Work to be completed: Count each line below that has the word "justify" in it, and give only the total.

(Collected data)
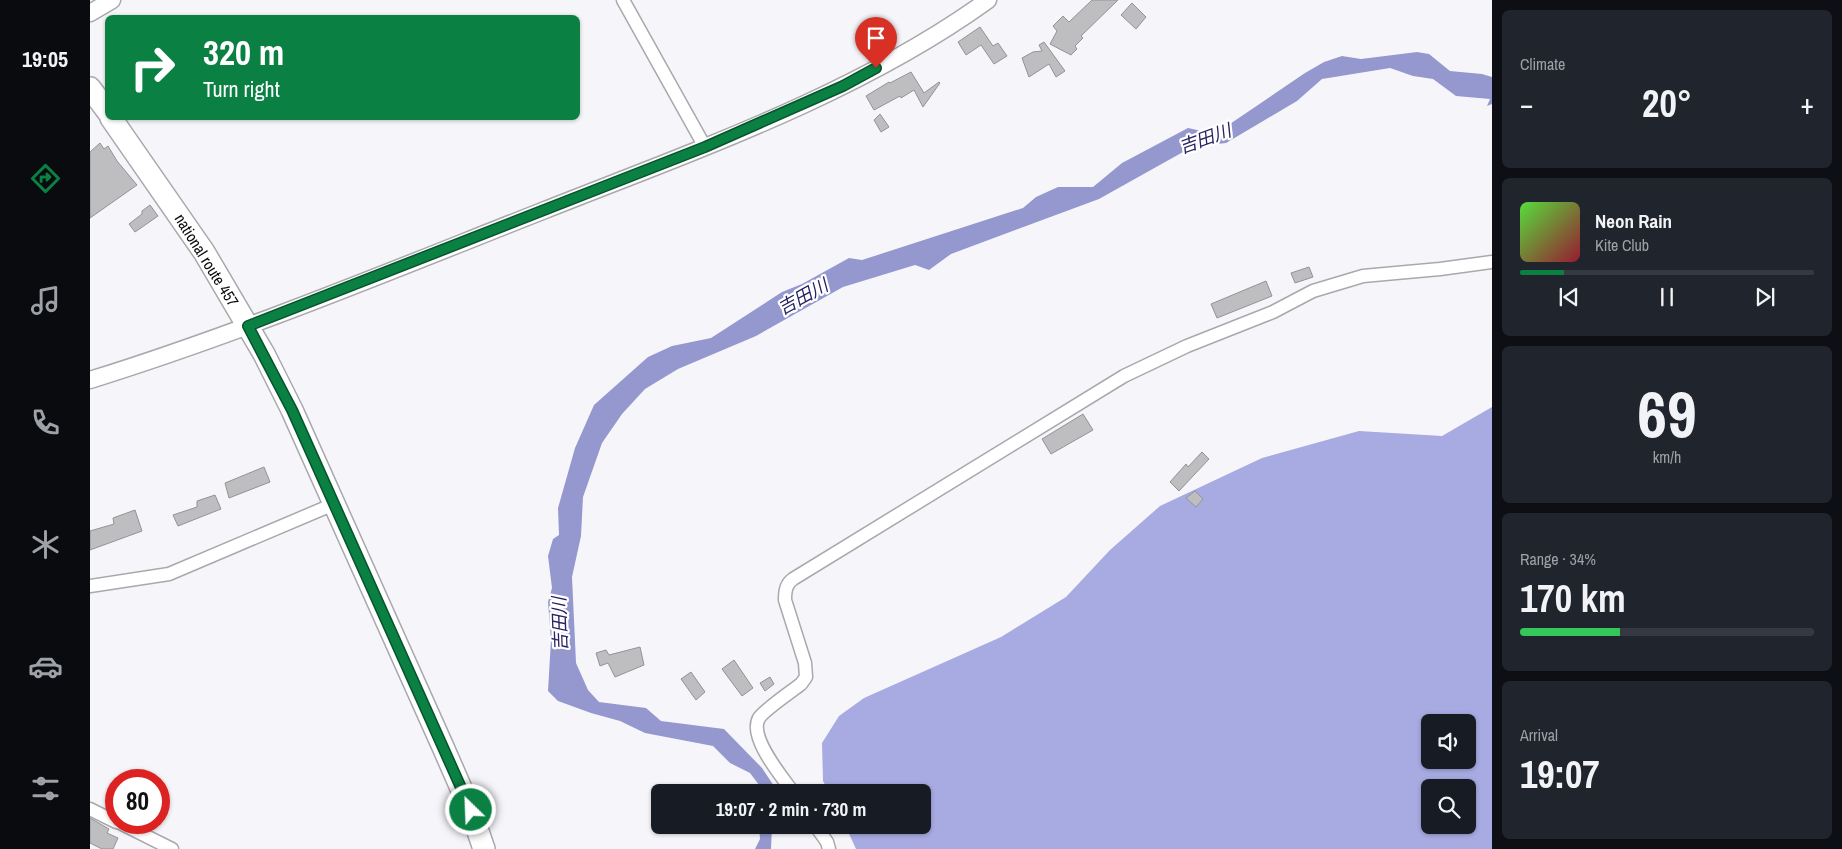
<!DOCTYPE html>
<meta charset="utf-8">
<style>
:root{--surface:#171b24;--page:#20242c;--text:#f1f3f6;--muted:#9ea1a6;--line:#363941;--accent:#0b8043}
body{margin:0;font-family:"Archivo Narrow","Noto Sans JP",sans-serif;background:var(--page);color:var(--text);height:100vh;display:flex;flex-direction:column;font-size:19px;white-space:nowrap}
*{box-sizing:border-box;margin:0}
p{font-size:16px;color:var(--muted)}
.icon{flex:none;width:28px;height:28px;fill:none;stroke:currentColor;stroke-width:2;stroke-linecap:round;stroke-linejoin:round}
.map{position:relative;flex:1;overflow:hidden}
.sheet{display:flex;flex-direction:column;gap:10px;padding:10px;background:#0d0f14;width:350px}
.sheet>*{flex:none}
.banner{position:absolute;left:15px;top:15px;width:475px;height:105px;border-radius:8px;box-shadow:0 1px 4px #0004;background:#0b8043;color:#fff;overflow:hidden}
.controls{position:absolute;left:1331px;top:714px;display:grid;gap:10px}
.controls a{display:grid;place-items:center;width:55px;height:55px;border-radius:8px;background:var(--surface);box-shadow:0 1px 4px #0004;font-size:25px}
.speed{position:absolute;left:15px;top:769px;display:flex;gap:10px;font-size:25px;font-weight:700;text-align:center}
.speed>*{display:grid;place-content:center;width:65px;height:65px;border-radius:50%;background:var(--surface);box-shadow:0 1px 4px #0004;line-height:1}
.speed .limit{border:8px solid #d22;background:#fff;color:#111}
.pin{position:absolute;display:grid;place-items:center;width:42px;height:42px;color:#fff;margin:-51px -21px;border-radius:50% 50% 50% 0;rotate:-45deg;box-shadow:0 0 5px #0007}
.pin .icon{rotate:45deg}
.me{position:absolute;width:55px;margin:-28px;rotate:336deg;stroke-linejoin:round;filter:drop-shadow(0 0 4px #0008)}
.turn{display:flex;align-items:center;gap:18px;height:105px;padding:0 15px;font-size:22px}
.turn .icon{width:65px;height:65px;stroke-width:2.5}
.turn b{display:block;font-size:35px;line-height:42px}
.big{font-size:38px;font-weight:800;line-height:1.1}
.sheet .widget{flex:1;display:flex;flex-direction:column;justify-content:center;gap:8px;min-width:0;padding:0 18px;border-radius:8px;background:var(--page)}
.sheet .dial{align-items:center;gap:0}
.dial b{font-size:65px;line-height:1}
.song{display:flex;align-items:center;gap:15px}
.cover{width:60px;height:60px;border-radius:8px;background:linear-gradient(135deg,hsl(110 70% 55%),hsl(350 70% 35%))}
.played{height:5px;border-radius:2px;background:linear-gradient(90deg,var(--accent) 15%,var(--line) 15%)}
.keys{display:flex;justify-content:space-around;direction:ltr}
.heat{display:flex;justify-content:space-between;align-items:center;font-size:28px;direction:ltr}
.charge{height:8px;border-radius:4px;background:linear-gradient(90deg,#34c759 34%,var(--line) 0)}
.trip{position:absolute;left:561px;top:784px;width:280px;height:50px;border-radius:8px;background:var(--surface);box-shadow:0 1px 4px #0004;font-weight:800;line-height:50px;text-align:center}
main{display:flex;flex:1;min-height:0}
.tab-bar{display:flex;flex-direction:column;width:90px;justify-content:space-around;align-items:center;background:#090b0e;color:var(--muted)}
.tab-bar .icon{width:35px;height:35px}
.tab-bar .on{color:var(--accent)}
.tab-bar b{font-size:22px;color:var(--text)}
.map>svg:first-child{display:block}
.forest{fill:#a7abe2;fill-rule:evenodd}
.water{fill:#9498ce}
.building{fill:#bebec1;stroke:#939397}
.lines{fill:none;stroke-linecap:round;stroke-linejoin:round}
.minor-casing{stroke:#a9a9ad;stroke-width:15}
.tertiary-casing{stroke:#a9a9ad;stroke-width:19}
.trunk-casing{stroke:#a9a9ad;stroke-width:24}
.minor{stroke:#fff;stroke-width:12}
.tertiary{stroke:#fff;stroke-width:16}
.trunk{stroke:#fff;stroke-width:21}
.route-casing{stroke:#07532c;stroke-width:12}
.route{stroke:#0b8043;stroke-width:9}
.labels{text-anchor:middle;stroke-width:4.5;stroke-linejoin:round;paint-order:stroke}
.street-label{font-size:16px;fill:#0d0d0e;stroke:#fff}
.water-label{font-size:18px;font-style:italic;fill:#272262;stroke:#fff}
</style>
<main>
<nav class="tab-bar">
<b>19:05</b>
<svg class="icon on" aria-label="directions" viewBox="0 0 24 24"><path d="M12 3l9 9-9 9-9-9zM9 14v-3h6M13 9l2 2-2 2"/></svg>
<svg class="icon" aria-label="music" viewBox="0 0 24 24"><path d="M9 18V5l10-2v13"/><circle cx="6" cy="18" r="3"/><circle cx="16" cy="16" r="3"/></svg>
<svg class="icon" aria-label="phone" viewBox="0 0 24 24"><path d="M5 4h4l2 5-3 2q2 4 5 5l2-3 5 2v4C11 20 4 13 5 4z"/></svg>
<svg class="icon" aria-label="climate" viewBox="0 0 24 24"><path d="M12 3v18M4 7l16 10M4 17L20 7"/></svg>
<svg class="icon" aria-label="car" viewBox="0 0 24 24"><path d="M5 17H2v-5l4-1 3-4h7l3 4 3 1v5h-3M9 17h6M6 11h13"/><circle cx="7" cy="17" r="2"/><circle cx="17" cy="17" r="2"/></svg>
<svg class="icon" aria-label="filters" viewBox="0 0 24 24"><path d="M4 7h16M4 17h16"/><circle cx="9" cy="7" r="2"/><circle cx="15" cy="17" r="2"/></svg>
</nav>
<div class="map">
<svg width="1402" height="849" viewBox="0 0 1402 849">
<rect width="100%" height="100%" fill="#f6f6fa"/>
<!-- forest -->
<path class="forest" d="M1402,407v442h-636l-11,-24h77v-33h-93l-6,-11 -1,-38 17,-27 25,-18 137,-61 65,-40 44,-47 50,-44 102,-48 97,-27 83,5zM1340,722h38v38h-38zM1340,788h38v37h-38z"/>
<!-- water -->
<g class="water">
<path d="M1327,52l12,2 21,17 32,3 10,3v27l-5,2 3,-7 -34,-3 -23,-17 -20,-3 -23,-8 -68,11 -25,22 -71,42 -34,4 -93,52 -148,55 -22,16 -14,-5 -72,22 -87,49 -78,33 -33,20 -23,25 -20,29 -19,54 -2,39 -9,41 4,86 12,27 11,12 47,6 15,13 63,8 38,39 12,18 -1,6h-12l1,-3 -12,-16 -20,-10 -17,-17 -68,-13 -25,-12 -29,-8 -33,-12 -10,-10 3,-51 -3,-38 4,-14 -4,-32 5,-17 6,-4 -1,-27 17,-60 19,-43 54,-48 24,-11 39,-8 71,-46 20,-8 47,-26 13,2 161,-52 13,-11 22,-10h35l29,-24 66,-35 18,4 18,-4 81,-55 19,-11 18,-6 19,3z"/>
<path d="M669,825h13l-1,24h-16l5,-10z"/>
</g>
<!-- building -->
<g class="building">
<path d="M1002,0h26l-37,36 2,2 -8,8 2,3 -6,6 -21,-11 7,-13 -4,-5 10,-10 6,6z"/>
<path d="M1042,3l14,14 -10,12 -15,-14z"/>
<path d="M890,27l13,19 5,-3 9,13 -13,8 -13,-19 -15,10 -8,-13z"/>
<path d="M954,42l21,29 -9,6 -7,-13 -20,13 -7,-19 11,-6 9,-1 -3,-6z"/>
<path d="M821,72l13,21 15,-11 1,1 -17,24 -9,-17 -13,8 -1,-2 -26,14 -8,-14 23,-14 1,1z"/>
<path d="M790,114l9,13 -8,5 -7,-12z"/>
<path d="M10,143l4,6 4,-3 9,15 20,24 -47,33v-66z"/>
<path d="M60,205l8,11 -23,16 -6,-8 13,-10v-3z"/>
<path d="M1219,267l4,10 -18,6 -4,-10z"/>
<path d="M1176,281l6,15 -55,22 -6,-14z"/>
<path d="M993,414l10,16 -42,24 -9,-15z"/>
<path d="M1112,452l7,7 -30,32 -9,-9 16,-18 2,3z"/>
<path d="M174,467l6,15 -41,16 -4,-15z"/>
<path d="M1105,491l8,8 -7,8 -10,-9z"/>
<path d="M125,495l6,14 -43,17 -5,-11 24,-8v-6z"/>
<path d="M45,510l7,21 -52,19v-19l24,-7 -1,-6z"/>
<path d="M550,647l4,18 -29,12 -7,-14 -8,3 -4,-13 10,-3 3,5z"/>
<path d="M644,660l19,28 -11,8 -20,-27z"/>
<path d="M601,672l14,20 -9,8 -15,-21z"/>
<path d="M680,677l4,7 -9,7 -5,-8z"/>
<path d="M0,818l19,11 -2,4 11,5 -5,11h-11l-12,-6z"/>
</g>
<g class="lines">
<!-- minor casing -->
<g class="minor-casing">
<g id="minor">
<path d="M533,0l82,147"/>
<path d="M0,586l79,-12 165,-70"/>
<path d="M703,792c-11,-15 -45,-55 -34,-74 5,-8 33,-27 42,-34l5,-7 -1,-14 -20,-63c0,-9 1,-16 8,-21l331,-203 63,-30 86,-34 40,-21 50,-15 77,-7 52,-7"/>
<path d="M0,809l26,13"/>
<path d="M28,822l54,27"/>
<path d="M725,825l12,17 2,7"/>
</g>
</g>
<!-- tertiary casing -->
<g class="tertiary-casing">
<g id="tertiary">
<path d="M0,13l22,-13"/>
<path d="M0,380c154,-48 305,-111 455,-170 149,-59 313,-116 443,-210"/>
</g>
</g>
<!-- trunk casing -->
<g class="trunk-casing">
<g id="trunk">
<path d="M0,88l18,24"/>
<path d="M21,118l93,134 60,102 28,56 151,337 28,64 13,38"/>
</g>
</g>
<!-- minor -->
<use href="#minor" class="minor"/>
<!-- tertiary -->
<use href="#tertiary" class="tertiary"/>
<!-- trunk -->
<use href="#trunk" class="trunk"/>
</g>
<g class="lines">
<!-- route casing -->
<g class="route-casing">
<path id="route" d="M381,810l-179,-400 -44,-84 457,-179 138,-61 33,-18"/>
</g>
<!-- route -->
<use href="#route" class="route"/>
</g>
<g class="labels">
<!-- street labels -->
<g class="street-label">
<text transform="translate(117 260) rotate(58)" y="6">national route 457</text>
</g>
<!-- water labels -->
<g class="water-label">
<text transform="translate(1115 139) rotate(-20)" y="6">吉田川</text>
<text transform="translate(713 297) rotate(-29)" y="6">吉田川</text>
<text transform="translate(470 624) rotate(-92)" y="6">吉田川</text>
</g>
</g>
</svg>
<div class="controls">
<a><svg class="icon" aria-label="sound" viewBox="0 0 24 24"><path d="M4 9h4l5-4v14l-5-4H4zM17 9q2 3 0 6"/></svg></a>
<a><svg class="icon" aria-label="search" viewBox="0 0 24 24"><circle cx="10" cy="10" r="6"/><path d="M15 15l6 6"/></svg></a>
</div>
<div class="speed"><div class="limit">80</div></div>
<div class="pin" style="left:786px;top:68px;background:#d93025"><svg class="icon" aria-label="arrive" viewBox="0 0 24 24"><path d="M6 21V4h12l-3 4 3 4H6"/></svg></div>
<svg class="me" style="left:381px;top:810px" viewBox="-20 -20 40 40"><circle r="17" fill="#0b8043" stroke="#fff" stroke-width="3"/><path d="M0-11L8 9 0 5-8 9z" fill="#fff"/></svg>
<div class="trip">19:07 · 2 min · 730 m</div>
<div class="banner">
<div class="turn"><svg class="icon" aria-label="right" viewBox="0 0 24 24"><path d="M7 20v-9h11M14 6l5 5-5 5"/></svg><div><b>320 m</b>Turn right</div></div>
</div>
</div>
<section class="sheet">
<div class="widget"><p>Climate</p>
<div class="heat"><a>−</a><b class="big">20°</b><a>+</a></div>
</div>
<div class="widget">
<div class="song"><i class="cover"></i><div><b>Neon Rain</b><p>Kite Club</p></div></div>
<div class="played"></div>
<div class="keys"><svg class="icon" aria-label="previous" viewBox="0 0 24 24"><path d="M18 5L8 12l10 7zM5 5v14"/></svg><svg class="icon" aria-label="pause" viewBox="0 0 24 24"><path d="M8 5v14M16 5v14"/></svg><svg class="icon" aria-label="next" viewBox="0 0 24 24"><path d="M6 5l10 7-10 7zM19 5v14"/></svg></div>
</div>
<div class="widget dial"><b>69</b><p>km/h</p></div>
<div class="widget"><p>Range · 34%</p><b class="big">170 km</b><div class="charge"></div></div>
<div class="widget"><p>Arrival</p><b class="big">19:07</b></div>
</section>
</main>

The answer: 4